This book is partly case studies and partly a memoir of Dr. Maples's journey to becoming one of the world's preeminent forensic anthropologists. Maples gives history of both himself and of the field of forensic anthropology, explaining how and why it developed. He also explains how and why he became interested in it. He goes on to detail some of the cases he's worked on, including some famous ones like investigating whether President Zachary Taylor was actually poisoned, whether the bones in a chapel in South America really belonged to Francisco Pizarro, and whether the bones found in a mass grave in Russia did in fact belong to the assassinated Romanov family. He also discusses more mundane cases, using them to illustrate various aspects of the forensic anthropology field; burned bones, chopped bones, buried bones, and hidden bones--all have their own stories to tell if they're read properly.

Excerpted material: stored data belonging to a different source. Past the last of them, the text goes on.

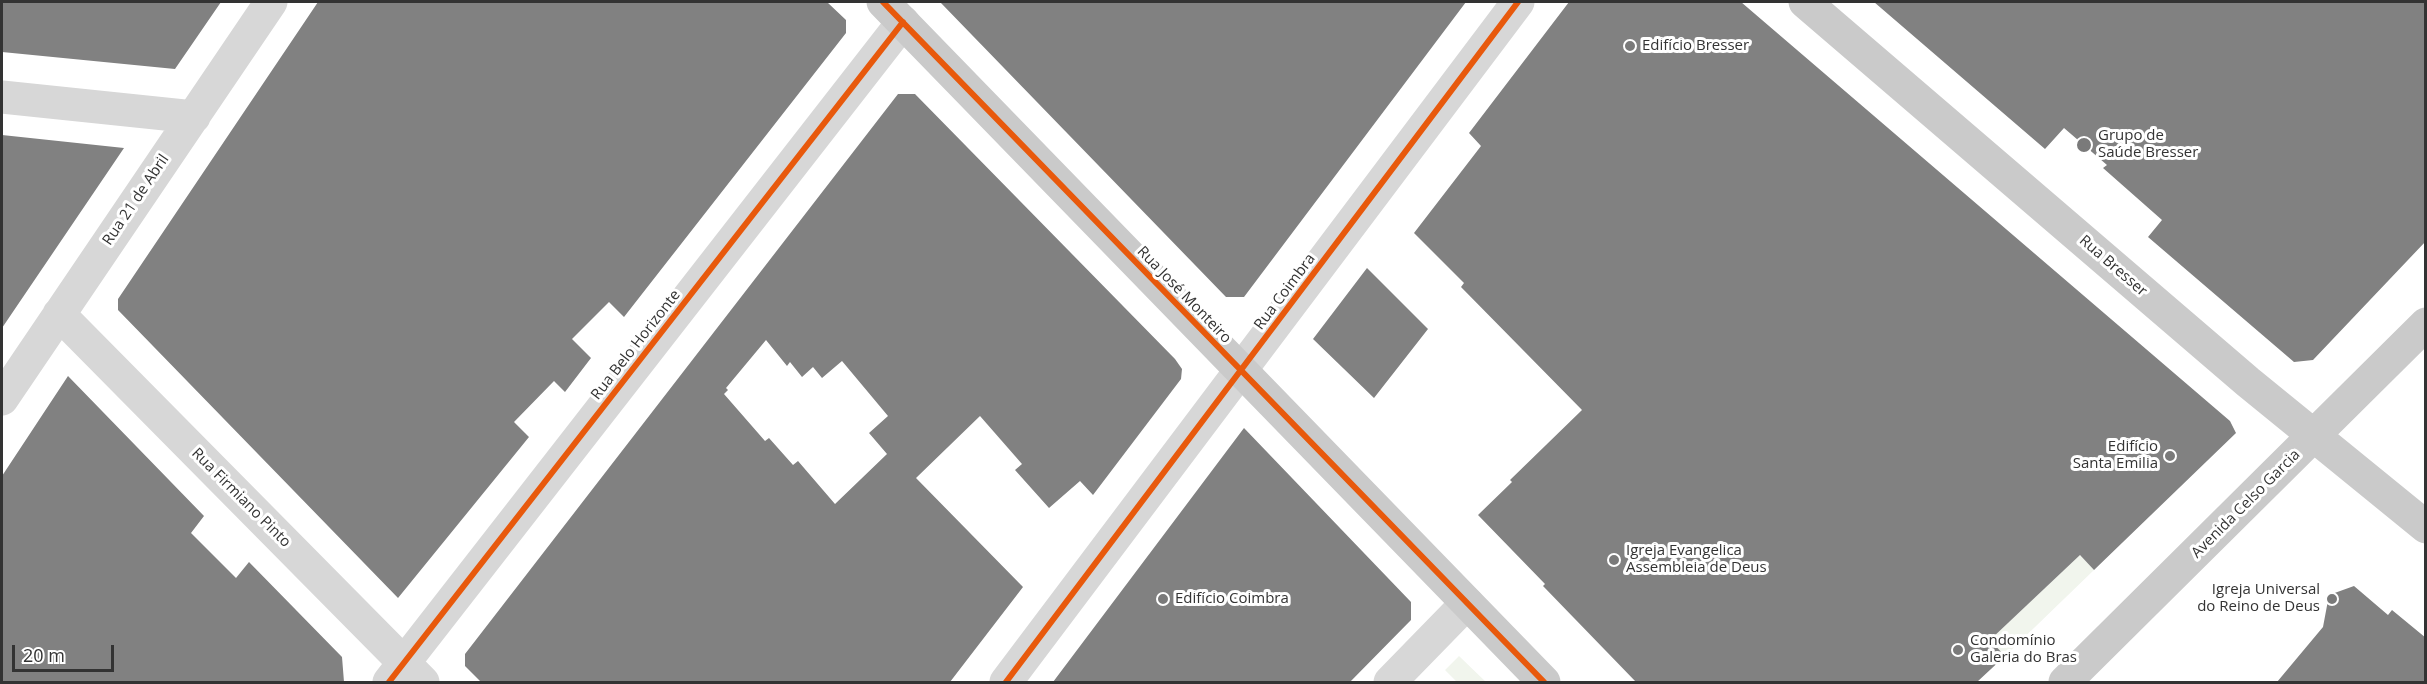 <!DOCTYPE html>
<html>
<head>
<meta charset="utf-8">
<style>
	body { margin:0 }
	#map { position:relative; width:2427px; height:684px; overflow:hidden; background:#fff; font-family:"Open Sans",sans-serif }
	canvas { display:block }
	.frame { position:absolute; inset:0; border:3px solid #333; pointer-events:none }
	.scale { position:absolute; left:12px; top:645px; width:102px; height:27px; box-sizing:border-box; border:3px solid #333; border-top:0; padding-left:8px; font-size:18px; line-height:21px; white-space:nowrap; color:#333; -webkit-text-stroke:4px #fff; paint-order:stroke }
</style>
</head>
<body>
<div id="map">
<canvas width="2427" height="684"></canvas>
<div class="frame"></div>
<div class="scale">20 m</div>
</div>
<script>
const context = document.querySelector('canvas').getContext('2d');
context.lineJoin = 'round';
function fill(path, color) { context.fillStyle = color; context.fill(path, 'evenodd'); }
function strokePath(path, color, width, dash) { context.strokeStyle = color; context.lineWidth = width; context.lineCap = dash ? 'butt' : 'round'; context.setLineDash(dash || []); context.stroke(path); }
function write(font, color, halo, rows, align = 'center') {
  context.font = font + ' "Open Sans",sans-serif'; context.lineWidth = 6; context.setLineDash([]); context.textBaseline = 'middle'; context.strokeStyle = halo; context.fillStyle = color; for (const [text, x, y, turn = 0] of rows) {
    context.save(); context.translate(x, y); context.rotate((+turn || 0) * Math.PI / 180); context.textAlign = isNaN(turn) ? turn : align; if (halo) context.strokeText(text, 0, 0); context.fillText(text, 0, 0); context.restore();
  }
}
fill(new Path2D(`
	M2080,555L2094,570L2005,656L1990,640Z
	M1459,656L1486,682H1457L1445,670Z`), '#f1f5ed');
fill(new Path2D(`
	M2,2H221L175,69L2,52Z
	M318,2H827L846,20V33L624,317L609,302L572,339L591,358L565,392L554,381L514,422L529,437L398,598L118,310V299Z
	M940,2H1466L1244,297H1226Z
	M1569,2H1741L2230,421L2236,433L2094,570L2080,555L1990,640L2005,656L1977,682H1636L1543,586L1545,584L1478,515L1512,482L1510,480L1582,410L1461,287L1464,283L1414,233L1481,146L1469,133Z
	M1874,2H2426V241L2313,360L2294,362L2148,237L2162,220L2103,168L2107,165L2064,128L2045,149Z
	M898,94H915L1175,359L1182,369L1181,379L1093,495L1080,481L1049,508L1015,470L1022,464L980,416L916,478L1023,587L950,682H481L465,666V654ZM766,340L787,366L790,362L802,377L813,367L822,378L842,361L888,416L869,433L887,454L835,504L798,461L793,465L769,438L765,441L724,394L728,390L726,388Z
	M2,135L124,148L2,328Z
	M1367,268L1428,329L1374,398L1313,339Z
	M68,376L204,516L191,533L236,578L249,562L342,657L344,682H2V476Z
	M1244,428L1411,602V620L1350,682H1053Z
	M2354,586L2388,615L2392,610L2426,638V682H2277L2323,627L2329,595Z`), '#818181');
strokePath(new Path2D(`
	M2,97L194,117
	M59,314L423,682
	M2,399L271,2
	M389,682L903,22
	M1006,682L1518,2
	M1390,682L1467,603`), '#d7d7d7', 33);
strokePath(new Path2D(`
	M883,2L1544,682
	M1805,2L2248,382L2426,527
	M2065,682L2426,324`), '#cacaca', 33);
strokePath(new Path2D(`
	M883,2L1544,682
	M389,682L903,22
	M1006,682L1518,2`), '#e8590c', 6);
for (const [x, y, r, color] of [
	[1630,46,6,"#7a7a7a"],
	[2084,145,8,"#7a7a7a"],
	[2170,456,6,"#7a7a7a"],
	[1614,560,6,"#7a7a7a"],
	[1163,599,6,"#7a7a7a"],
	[2332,599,6,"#7a7a7a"],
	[1958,650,6,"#7a7a7a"]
]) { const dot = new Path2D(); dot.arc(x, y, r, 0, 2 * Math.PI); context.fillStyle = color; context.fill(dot); strokePath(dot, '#fff', 2); }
write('15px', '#333', '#fff', [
	["Edifício Bresser",1642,46],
	["Grupo de",2098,136],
	["Saúde Bresser",2098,153],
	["Edifício",2158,447,"right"],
	["Santa Emilia",2158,464,"right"],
	["Igreja Evangelica",1626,551],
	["Assembleia de Deus",1626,568],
	["Igreja Universal",2320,590,"right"],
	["do Reino de Deus",2320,607,"right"],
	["Edifício Coimbra",1175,599],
	["Condomínio",1970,641],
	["Galeria do Bras",1970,658]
], 'left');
write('15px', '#333', '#fff', [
	["Rua 21 de Abril",136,200,-56],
	["Rua Bresser",2113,266,41],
	["Rua Coimbra",1285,292,-53],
	["Rua José Monteiro",1184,295,46],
	["Rua Belo Horizonte",636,345,-52],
	["Rua Firmiano Pinto",241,498,45],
	["Avenida Celso Garcia",2246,504,-45]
]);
</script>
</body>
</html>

This book reflects Dr. Maples's scholarly nature (his "day job" is being a professor at a college as well as running his very impressive investigative lab) and is quite detailed (sometimes overly so.) He presents his cases in methodical fashion, illustrating his lessons as clearly and as simply as possible. He treats his reader like an interested student--gently leading without patronizing, though sometimes getting a little too wrapped up in his thoughts to be as clear as one would prefer. However, the book was extremely informative and full of information I hadn't come across before.
I'd certainly recommend this to anyone who likes true crime or enjoys the show "Bones". Dr. Maples has a strong, distinctive voice, and his style is for the most part quite relateable.